Orders of magnitude

Mon Mar 29 18:21:57 EST 2004

Christian Tismer wrote:
> Robert Brewer wrote:
> > I'm dedup'ing a 10-million-record dataset, trying different 
> approaches
> > for building indexes. The in-memory dicts are clearly 
> faster, but I get
> > Memory Errors (Win2k, 512 MB RAM, 4 G virtual). Any 
> recommendations on
> > other ways to build a large index without slowing down by a 
> factor of
> > 25?
> 
> So, here we go.
> The attached script processes a gigabyte of data, one
> million records, in about a minute on my machine, and
> finds the single duplicate.

Thanks, Christian! Looks like someone's been having fun. ;)

But I don't see how your solution avoids the problem, however (some code
snipped):

    def process_duplicates(self):
        for i in range(len(self.files)):
            seen = {}
            has = seen.has_key
            for k in range(self.flushes):
                bin = pickle.load(self.files[i])
                for key, value in bin:
                    if has(key):
                        self.duplicates += 1
                    else:
                        seen[key] = value

...that is, the 'seen' dictionary is what is growing too large on my
dataset; it ends up being about 7 million items.

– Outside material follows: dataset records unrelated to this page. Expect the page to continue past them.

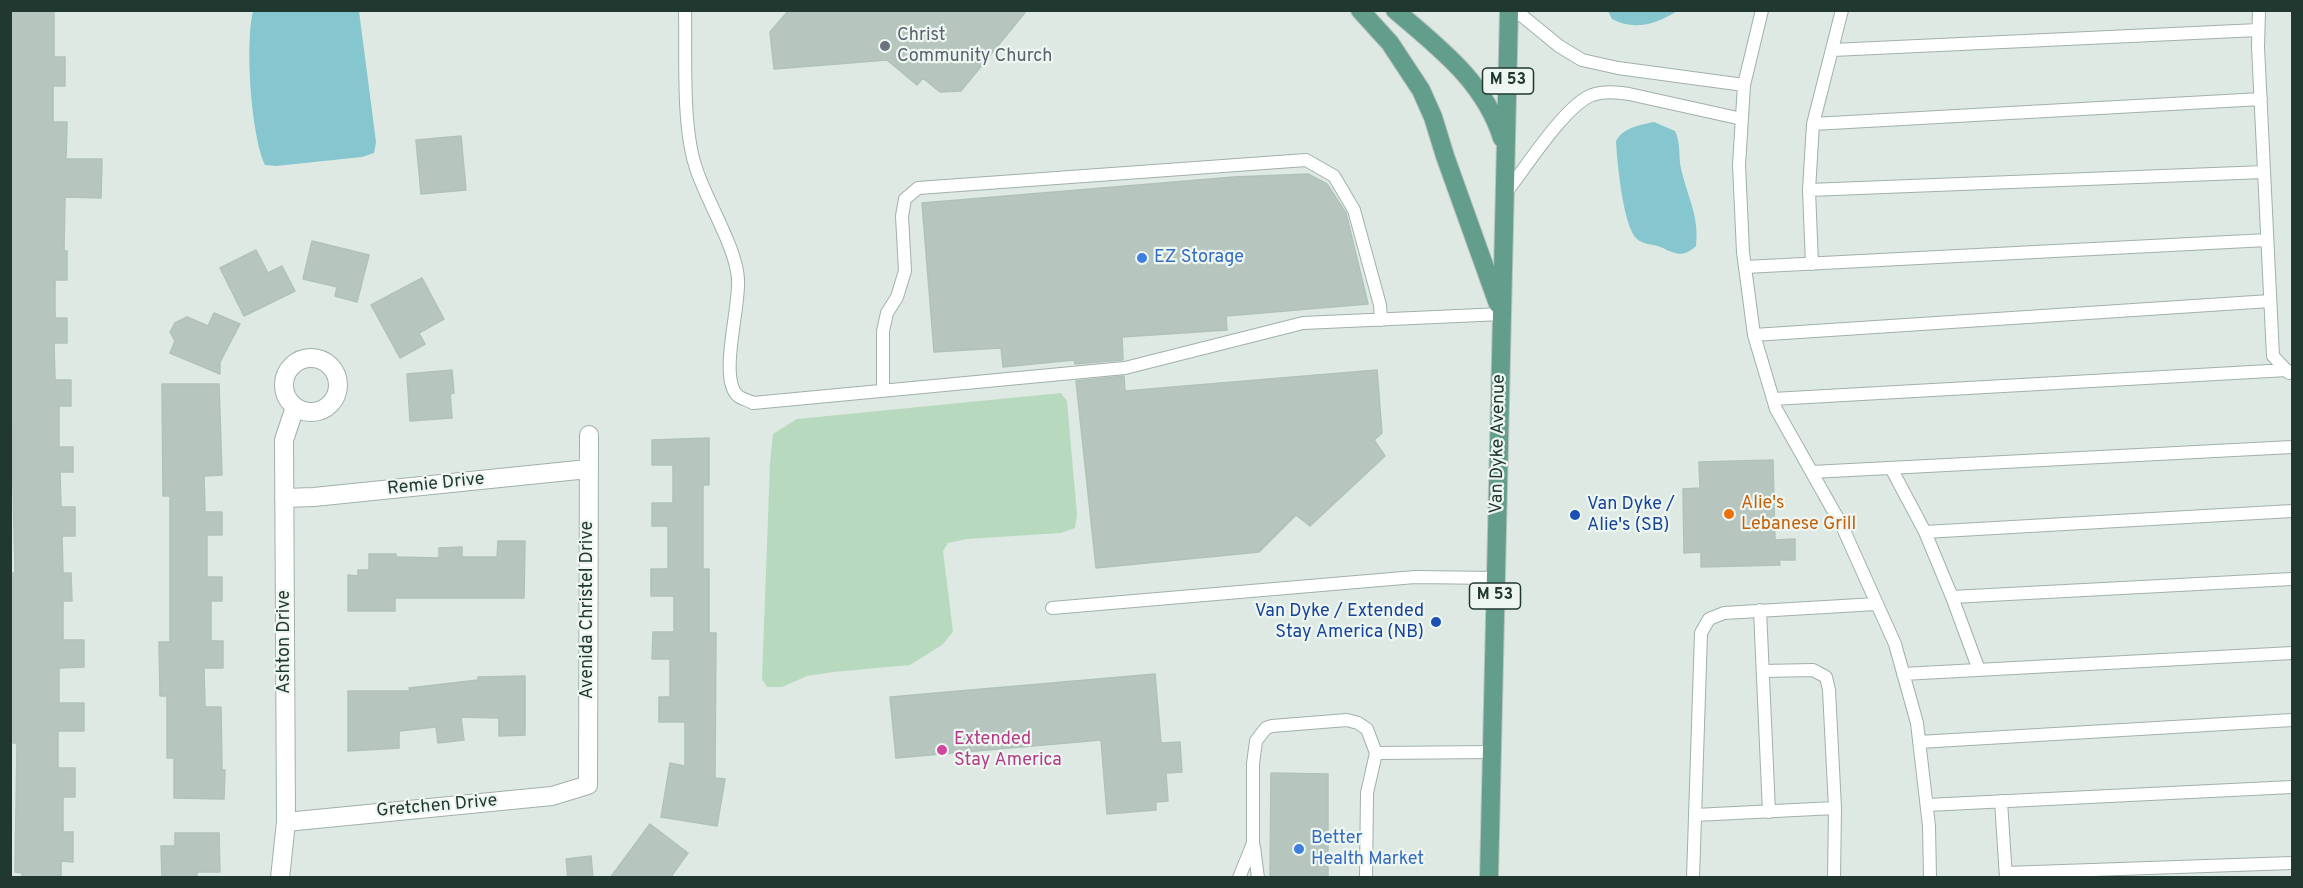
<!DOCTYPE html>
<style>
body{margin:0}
#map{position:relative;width:2303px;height:888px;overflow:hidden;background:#dee9e3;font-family:Overpass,sans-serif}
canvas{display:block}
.frame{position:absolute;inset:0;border:12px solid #203830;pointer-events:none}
</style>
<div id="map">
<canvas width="2303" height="888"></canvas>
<div class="frame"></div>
</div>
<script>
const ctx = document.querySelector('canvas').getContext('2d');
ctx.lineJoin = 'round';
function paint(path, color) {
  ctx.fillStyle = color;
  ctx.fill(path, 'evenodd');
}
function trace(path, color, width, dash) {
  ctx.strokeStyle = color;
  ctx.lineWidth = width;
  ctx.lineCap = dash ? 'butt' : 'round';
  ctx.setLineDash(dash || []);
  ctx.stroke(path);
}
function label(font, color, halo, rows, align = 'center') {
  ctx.font = font + ' Overpass,sans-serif';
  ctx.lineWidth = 4.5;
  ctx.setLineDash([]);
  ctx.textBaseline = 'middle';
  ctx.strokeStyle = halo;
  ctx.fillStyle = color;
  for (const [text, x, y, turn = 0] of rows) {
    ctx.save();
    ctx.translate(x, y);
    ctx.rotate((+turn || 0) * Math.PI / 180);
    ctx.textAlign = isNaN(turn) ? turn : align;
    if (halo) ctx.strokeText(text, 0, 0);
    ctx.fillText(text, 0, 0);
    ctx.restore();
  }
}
const green = new Path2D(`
 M 1061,393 L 1067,401 L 1077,515 L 1075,528 L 1061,533 L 967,539 L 948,543 L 943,551 L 953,632 L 942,645 L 910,665 L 833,672 L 807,676 L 782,687 L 767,687 L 762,679 L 770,463 L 773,434 L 797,419 Z`);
const water = new Path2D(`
 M 253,11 L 359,11 L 376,142 L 374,153 L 362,157 L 276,166 L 265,165 C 251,134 245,45 253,11 Z
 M 1608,11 L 1677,11 C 1657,24 1634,31 1612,19 Z
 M 1654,122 L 1675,131 C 1680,141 1679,152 1680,163 C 1685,193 1700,214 1696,246 C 1684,257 1677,255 1663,248 C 1655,244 1644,245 1637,239 C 1623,227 1617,160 1616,141 C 1624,127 1640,125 1654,122 Z`);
const building = new Path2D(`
 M 10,10 L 54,10 L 54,57 L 65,57 L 65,86 L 53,86 L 53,122 L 67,122 L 66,159 L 102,159 L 101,198 L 65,197 L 64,251 L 67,251 L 67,280 L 55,280 L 55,318 L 67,318 L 67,343 L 54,343 L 55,380 L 71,380 L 71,406 L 59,406 L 59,447 L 73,447 L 73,472 L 60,472 L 61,507 L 75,507 L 75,536 L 62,536 L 63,573 L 71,573 L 72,601 L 63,601 L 63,640 L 84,640 L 84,667 L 59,668 L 59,703 L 84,703 L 84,731 L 58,731 L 58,768 L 75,768 L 75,797 L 63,797 L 63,832 L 73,832 L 73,862 L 61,861 L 61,878 L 22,878 L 22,873 L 15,872 L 17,743 L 13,743 L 13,573 L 15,573 L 10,359 Z
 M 789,10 L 1027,10 L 961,91 L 940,92 L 923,78 L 917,85 L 887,60 L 774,69 L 770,32 Z
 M 461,136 L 466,190 L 421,194 L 416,140 Z
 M 1308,174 L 1327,184 L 1346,213 L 1368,304 L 1226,316 L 1227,330 L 1122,337 L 1123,360 L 1075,364 L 1074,360 L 1003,367 L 1001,348 L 934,352 L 922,203 L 1234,177 Z
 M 312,241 L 369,255 L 357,302 L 335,296 L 337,287 L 303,279 Z
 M 256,250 L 268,273 L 282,266 L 295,291 L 244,316 L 220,268 Z
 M 422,278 L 444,319 L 419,333 L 425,344 L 400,358 L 371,305 Z
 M 214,313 L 240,324 L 220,362 L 220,374 L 170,353 L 175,341 L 170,332 L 175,323 L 187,317 L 208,326 Z
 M 452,370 L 454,393 L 450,394 L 452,418 L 410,421 L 407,374 Z
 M 1377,370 L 1382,433 L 1374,440 L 1385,456 L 1310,526 L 1296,515 L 1259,552 L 1096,568 L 1076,381 L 1124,376 L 1125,391 Z
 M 162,384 L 219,384 L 222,475 L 204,476 L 205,512 L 222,512 L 222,535 L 207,535 L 207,577 L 222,577 L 222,601 L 211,601 L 211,641 L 223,641 L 223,668 L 204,668 L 205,707 L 221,707 L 222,770 L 225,770 L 224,799 L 174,798 L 174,758 L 167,758 L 167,696 L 160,696 L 159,642 L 170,642 L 170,496 L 163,496 Z
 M 709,438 L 709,485 L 703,485 L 703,569 L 709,569 L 709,633 L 716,633 L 715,778 L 725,779 L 717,826 L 661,817 L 670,763 L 685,766 L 685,722 L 659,722 L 659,697 L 670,697 L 670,659 L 652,659 L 653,632 L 674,632 L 674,596 L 651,596 L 651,569 L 668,569 L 668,526 L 652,526 L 652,503 L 673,503 L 673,465 L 652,465 L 652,440 Z
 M 1773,460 L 1775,540 L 1795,539 L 1795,560 L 1779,560 L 1780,565 L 1701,567 L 1701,552 L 1684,553 L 1683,489 L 1700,488 L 1699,462 Z
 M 498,541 L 525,541 L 524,598 L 395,598 L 395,611 L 348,611 L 348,575 L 358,576 L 358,570 L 369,570 L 369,554 L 396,554 L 396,557 L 439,558 L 439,548 L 462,547 L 462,557 L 497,557 Z
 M 1155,674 L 1161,743 L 1180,742 L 1182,772 L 1166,773 L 1168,801 L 1156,802 L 1156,810 L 1107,814 L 1101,740 L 896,758 L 890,697 Z
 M 525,676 L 525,735 L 499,736 L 499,718 L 461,717 L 464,740 L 438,743 L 436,727 L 399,731 L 399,748 L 348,751 L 348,691 L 410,691 L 409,688 L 478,680 L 478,677 Z
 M 1271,773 L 1328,774 L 1328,878 L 1270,878 Z
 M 650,824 L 688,853 L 670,878 L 610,878 Z
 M 175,833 L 219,833 L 220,872 L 197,872 L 197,878 L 162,878 L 161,846 L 175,846 Z
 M 591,856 L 593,878 L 568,878 L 566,859 Z`);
const lane = new Path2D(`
 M 685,10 C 686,55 682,123 695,165 C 705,199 736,246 738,279 C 740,308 719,376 737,395 C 741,399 748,400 753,403 L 1125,368 L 1303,323 L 1502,314
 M 1515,10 L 1559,46 L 1582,60 L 1618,68 L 1744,85
 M 1762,10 L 1744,85 L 1739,165 L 1743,252 L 1754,335 L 1776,409 L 1842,526 L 1895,644 L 1917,723 L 1929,826 L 1930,878
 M 2259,10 L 2258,47 L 2273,356 L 2289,373
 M 1833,50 L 2258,30
 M 1813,124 L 2261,99
 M 1809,190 L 2264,172
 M 1505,194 C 1524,170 1565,105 1592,95 C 1604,91 1617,92 1629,94 L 1742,119
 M 1812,264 L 1809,190 L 1813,124 L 1842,10
 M 1745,267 L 2267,240
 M 1754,335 L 2270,301
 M 883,390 L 883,331 L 887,313 L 897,297 L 905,271 L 902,216 L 905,199 L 918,188 L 1306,160 L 1334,176 L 1354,210 L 1380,305 L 1381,320
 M 1773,399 L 2287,370
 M 1891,468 L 1925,532 L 1952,597 L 1979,670
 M 1812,472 L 2292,447
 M 1925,532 L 2292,511
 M 1952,597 L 2292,579
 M 1052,608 L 1415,577 L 1495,578
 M 1760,610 L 1769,812
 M 1763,671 L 1813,670 L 1826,677 L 1829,690 L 1835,808 L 1834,878
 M 1903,674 L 2292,653
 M 1919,742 L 2292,720
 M 1376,753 L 1492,752
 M 2001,801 L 2006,878
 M 1927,805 L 2292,787
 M 1695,815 L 1835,808
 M 1254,847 L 1258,878
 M 2006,873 L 2292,863
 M 1239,878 L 1253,843 L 1253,764 L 1256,741 L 1266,728 L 1272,726 L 1347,720 L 1358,723 L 1367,729 L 1376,753 L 1367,793 L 1366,878
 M 1693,878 L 1701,633 L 1709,619 L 1724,613 L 1876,604`);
const street = new Path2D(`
 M284 385a27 27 0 1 1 54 0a27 27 0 1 1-54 0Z
 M 284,498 L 314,497 L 588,469
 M 286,822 L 552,796 L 588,785 L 589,435
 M 280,878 L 286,822 L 284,440 L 295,407`);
const primary = new Path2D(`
 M 1360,10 L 1390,43 L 1421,90 L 1433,117 L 1445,156 L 1498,304
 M 1395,10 C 1439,48 1484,81 1502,138
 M 1489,878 L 1509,10`);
const markers = [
 [885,46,6,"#6b7280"],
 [1142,258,6,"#3f7fe0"],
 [1729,514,6,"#e8710a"],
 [1575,515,6,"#1a4fb4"],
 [1436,622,6,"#1a4fb4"],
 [942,750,6,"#d1479c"],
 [1299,849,6,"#3f7fe0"]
];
const shields = [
 [1508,81,51],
 [1495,596,51]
];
const shieldNames = [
 ["M 53",1508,81],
 ["M 53",1495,596]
];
const worshipNames = [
 ["Christ",897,36],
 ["Community Church",897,57]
];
const shopNames = [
 ["EZ Storage",1154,258],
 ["Better",1311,839],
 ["Health Market",1311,860]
];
const streetNames = [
 ["Van Dyke Avenue",1499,444,-89],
 ["Remie Drive",436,485,-6],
 ["Avenida Christel Drive",588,610,-90],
 ["Ashton Drive",285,642,-90],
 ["Gretchen Drive",437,807,-5]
];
const foodNames = [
 ["Alie's",1741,504],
 ["Lebanese Grill",1741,525]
];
const transitNames = [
 ["Van Dyke /",1587,505],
 ["Alie's (SB)",1587,526],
 ["Van Dyke / Extended",1424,612,"right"],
 ["Stay America (NB)",1424,633,"right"]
];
const hotelNames = [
 ["Extended",954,740],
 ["Stay America",954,761]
];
paint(green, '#b7dabf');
paint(water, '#86c6ce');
paint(building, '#b6c6bf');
trace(building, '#b0c2ba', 1.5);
trace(lane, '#a1b0aa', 14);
trace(street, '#a1b0aa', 20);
trace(primary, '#bcc3c1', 20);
trace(lane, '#fff', 12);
trace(street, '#fff', 18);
trace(primary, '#639e8c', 18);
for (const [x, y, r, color] of markers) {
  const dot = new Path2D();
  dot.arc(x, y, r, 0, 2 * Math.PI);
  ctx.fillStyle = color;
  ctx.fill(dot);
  trace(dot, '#eef6f1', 2);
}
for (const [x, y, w] of shields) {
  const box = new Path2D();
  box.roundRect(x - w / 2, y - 13, w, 26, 4.5);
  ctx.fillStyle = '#eef6f1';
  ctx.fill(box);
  trace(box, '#203830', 1.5);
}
label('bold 16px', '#203830', null, shieldNames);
label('18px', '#5b616d', '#eef6f1', worshipNames, 'left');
label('18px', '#366cbe', '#eef6f1', shopNames, 'left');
label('18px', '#203830', '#eef6f1', streetNames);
label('18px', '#c56008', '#eef6f1', foodNames, 'left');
label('18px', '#164399', '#eef6f1', transitNames, 'left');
label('18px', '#b23c85', '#eef6f1', hotelNames, 'left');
</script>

Actually, I have three
such dictionaries (3 different fields which I'm checking for dupes for
each record). The hashing might cut these sizes down a bit, but I think
I'm still going to end up having to cache 'seen' (which I call 'indices'
in my Directory.produce() method) somehow.

Current ugly code is at http://www.aminus.org/rbre/python/dedupe.py

Robert Brewer
MIS
Amor Ministries
fumanchu at amor.org